Businessman files some trademarks with the expressions “Black lives matter” and “I can’t breathe” of George Floyd. The British Trademark Office stops him thanks to hundreds of tweets

George Floyd and other racism stories

In Minneapolis (United States) on May 25 2020, the forty six years old African American George Floyd dies during a control by some white policemen just for buying cigarettes with fake money in a shop. The images of George Floyd’s arrest and asphyxiation are unforgettable and his death spreads a wave of protests around the world.

The murales, dedicated to George Floyd, is by the Roman street artist Harry Greb

Is the first time a group of white policemen beat a black person to death for a little crime?

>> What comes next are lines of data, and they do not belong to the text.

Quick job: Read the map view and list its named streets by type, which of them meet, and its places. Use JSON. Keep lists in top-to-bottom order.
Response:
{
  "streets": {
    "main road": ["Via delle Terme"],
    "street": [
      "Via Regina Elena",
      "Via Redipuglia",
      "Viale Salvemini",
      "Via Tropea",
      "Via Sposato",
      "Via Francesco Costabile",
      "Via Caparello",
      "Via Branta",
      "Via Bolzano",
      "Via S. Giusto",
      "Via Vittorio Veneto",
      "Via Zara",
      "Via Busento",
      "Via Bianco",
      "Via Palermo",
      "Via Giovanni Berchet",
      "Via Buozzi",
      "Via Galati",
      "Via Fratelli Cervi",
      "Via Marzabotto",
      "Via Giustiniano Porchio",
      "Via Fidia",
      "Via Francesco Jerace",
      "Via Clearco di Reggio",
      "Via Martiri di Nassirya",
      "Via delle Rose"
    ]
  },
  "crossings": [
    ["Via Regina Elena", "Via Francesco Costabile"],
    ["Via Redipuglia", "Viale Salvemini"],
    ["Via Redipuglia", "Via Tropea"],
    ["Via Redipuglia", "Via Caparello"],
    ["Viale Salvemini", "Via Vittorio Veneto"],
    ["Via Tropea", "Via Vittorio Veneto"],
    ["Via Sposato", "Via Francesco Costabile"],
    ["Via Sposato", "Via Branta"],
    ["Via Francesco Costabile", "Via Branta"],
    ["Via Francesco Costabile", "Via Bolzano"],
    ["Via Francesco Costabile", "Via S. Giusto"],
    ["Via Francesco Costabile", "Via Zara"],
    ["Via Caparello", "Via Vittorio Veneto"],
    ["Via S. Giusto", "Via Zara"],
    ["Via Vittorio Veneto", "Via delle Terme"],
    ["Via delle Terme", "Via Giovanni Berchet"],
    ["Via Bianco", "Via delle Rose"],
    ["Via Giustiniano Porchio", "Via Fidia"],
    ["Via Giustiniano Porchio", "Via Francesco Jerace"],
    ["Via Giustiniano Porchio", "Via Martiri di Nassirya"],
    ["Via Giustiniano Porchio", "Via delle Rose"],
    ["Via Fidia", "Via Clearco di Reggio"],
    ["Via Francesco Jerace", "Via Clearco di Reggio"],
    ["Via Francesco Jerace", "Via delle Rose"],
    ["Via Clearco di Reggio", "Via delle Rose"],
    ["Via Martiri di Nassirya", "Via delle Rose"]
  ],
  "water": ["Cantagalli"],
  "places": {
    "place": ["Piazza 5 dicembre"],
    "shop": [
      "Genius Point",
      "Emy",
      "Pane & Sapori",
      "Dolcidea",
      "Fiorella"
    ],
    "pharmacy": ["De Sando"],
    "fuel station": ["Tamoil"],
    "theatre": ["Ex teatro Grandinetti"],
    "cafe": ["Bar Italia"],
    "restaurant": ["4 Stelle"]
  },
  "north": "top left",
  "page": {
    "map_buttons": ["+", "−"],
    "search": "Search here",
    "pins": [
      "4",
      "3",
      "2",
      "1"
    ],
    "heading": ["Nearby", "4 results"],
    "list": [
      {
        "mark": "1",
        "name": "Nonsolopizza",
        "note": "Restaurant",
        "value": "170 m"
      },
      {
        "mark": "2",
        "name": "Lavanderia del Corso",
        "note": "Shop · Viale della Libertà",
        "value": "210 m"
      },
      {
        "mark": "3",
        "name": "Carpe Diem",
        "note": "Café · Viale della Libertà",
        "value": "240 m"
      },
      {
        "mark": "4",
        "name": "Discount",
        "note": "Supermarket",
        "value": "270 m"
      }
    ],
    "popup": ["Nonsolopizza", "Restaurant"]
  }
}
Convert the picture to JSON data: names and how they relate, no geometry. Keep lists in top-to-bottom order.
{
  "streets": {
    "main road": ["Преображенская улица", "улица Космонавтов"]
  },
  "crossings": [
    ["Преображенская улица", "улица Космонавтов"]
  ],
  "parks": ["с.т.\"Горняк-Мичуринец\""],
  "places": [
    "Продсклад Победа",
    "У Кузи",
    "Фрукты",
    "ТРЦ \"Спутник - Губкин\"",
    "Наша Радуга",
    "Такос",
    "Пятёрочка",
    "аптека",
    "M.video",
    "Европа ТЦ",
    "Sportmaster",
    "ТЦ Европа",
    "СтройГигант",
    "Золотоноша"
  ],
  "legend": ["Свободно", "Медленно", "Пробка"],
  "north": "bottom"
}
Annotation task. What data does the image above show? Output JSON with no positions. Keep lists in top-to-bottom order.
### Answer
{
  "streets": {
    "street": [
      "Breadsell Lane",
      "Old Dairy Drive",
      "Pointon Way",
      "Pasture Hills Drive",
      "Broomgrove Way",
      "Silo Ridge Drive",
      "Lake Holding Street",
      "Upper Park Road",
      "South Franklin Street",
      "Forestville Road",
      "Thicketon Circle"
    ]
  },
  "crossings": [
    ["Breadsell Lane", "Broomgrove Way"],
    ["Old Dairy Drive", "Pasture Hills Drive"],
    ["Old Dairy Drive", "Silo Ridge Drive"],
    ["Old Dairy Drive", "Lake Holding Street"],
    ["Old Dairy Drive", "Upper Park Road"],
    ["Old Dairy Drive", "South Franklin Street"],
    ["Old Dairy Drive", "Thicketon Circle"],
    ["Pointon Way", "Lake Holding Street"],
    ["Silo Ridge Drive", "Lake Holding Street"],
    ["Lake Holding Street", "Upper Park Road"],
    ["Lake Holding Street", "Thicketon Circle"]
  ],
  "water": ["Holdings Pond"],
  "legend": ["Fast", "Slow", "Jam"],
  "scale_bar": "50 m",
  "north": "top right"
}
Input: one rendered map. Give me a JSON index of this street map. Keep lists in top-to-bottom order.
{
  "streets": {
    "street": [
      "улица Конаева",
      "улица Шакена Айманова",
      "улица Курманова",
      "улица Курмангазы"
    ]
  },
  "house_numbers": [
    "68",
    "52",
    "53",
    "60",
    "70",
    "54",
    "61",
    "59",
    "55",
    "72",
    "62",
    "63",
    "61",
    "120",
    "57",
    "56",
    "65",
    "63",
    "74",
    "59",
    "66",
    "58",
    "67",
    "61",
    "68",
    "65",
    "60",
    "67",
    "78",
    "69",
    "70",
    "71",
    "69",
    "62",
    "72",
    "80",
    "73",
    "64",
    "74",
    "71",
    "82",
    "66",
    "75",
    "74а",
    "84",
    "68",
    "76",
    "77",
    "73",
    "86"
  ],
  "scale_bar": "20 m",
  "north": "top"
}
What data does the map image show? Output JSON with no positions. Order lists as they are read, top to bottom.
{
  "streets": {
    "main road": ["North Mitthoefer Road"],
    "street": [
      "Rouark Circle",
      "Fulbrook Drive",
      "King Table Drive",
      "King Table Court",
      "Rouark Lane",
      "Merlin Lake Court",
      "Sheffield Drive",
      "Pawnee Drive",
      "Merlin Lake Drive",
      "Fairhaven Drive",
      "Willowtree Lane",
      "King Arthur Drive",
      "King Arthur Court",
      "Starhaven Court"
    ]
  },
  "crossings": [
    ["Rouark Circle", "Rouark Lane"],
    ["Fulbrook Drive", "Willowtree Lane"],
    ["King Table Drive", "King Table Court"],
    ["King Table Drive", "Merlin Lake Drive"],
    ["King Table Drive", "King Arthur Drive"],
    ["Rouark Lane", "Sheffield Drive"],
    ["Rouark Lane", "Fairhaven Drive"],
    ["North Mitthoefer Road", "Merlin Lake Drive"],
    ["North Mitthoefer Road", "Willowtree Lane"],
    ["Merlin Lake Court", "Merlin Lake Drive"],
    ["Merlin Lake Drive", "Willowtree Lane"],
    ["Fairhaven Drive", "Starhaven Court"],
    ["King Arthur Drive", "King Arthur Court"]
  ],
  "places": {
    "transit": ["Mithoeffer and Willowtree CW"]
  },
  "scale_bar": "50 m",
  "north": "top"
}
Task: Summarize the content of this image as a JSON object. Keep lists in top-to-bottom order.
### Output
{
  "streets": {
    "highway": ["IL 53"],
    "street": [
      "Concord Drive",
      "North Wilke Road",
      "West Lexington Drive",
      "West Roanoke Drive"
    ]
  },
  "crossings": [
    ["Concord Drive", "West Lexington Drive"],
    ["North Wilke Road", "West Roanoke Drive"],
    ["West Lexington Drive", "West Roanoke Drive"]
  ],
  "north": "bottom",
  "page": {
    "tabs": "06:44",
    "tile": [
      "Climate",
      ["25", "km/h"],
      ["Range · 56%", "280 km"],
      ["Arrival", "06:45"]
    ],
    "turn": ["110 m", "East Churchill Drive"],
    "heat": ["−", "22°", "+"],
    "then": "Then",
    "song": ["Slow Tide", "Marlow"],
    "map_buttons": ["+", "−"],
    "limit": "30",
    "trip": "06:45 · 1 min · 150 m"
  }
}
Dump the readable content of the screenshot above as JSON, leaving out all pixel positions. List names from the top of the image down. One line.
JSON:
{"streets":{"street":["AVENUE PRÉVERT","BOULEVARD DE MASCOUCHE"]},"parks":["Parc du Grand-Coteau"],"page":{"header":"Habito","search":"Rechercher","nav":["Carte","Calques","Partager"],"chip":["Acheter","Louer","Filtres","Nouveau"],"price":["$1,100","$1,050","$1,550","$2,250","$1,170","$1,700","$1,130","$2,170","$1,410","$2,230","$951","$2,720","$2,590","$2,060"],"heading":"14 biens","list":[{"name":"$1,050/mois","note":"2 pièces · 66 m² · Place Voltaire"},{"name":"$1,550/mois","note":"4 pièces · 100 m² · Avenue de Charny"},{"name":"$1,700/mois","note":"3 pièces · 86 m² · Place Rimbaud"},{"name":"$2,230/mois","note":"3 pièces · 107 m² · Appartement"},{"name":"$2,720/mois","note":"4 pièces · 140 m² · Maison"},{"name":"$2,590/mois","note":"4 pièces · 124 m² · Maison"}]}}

Unfortunately not and there are many stories in which the police abused his power to kill innocent people like George Floyd.

For example Mike Brown, the eighteen years old killed in Ferguson (Missouri) in 2014 by a white policeman; also in 2014 the forty three year old Eric Garner who, while he was illegally selling cigarettes in Staten Island (New York), was stopped by a policeman who threw him to the ground putting pressure on his neck and, just like Floyd, died shortly after; or Freddie Gray, twenty five years, who in 2015, after being arrested and forced into a police van in Baltimore (Maryland), died a week later of spinal injuries. For Mike Brown and Eric Garner no justice was done because the cops have never been incriminated.

These are just a few names on a long list of African Americans killed by white policemen and, to name one more, the George Floyd story recalls the story of the twenty one year old Italian Willy Monteiro Duarte native of Cape Verde (Africa), victim of the brutal beating in Colleferro (Rome) on 5 September 2020 by the Bianchi brothers.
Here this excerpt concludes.